**TASK DESCRIPTION**
Track down every line below that holds "with" and copy it.

**SUPPLIED MATERIAL**
_ _ _ _ _

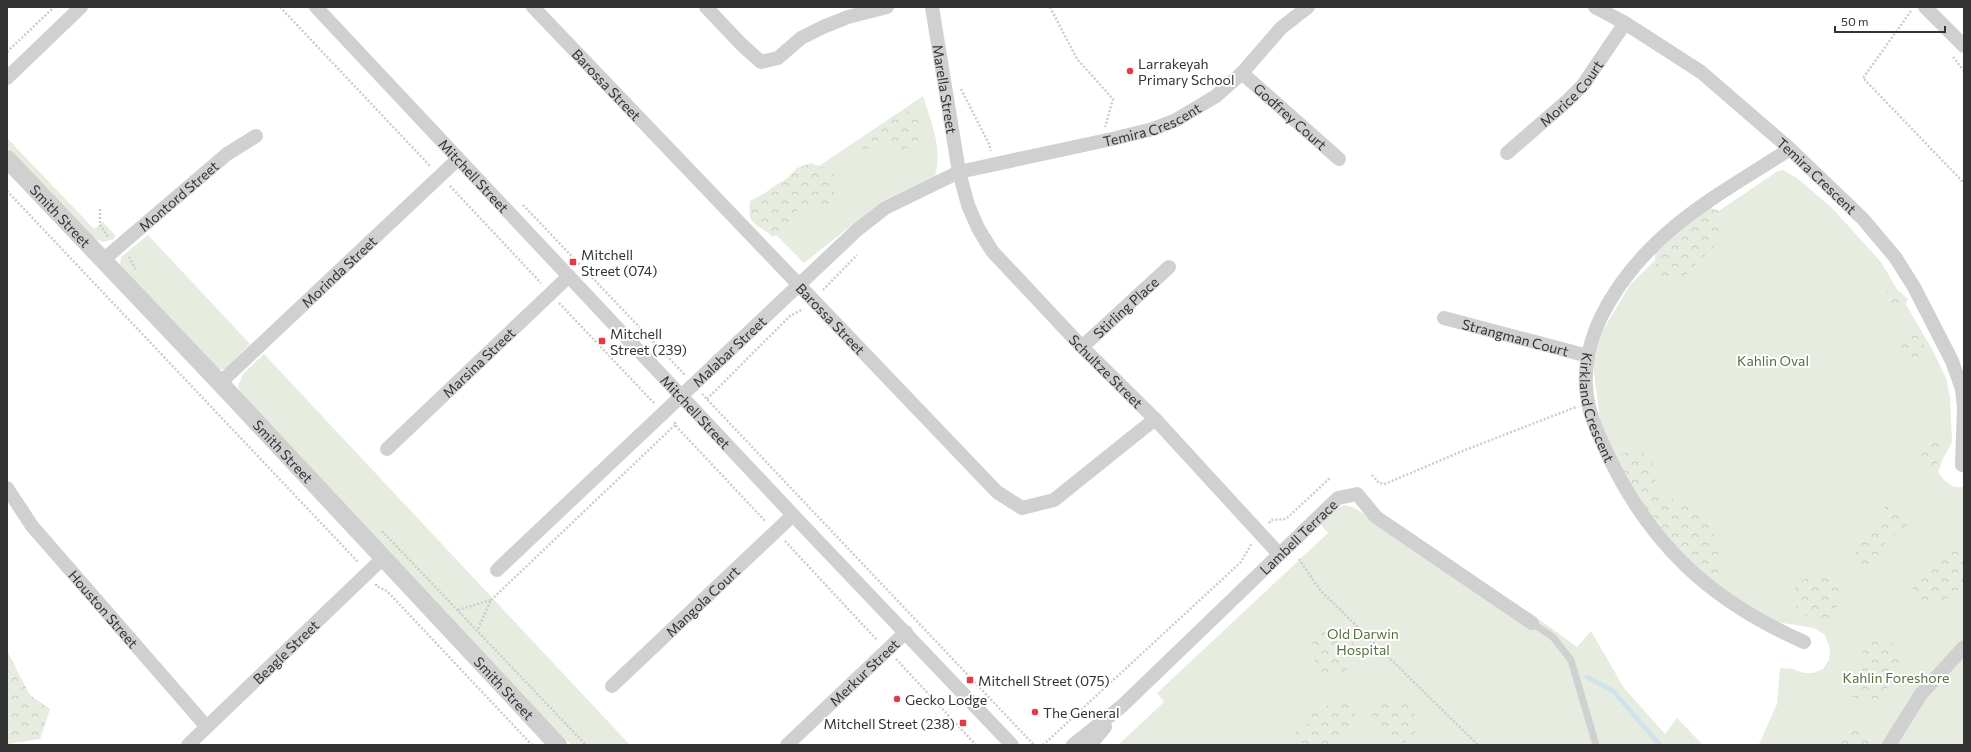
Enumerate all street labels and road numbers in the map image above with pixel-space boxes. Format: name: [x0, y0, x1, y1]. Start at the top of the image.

_ _ _ _ _

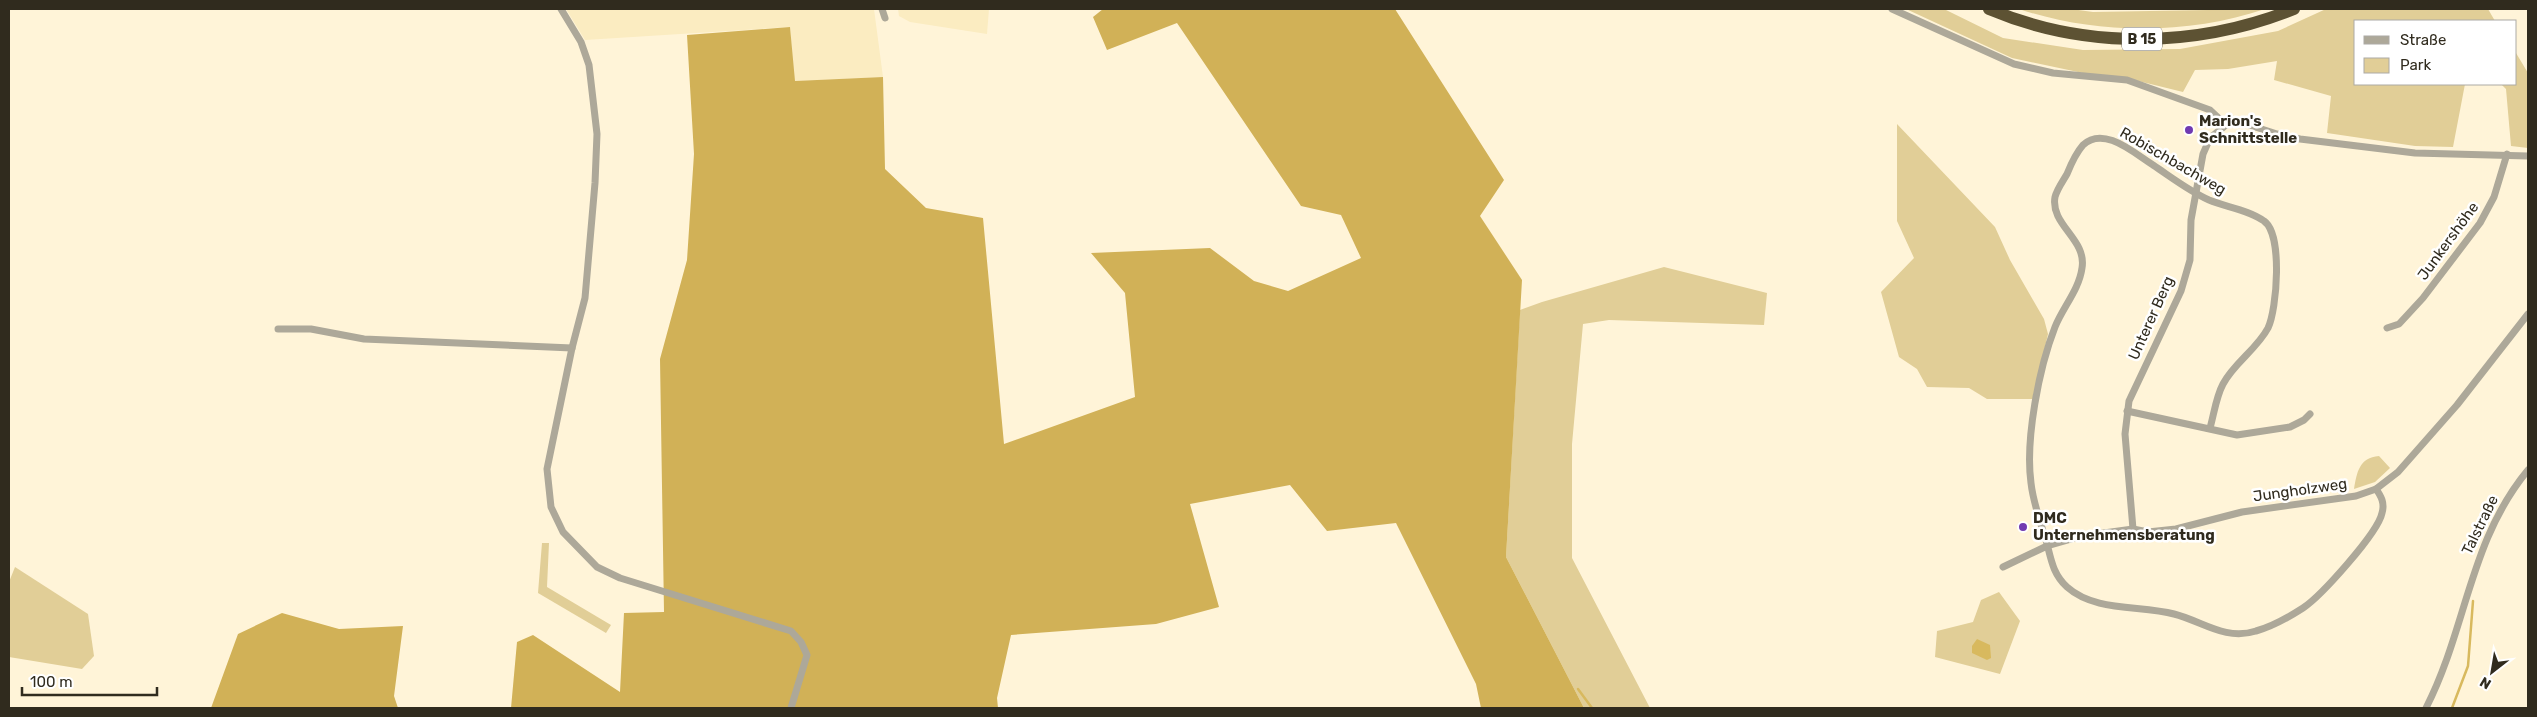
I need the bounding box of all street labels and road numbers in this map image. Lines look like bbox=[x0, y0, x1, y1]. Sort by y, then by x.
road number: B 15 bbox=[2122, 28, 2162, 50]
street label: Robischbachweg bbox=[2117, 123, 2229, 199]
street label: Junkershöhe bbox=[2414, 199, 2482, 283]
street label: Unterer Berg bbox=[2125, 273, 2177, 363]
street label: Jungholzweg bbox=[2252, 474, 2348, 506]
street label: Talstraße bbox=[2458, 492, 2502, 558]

_ _ _ _ _

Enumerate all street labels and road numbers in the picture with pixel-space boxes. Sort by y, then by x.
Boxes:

_ _ _ _ _

**REPLY TO THE EXERCISE**
Enumerate all street labels and road numbers in the map image above with pixel-space boxes. Format: name: [x0, y0, x1, y1]. Start at the top of the image.
Enumerate all street labels and road numbers in the picture with pixel-space boxes. Sort by y, then by x.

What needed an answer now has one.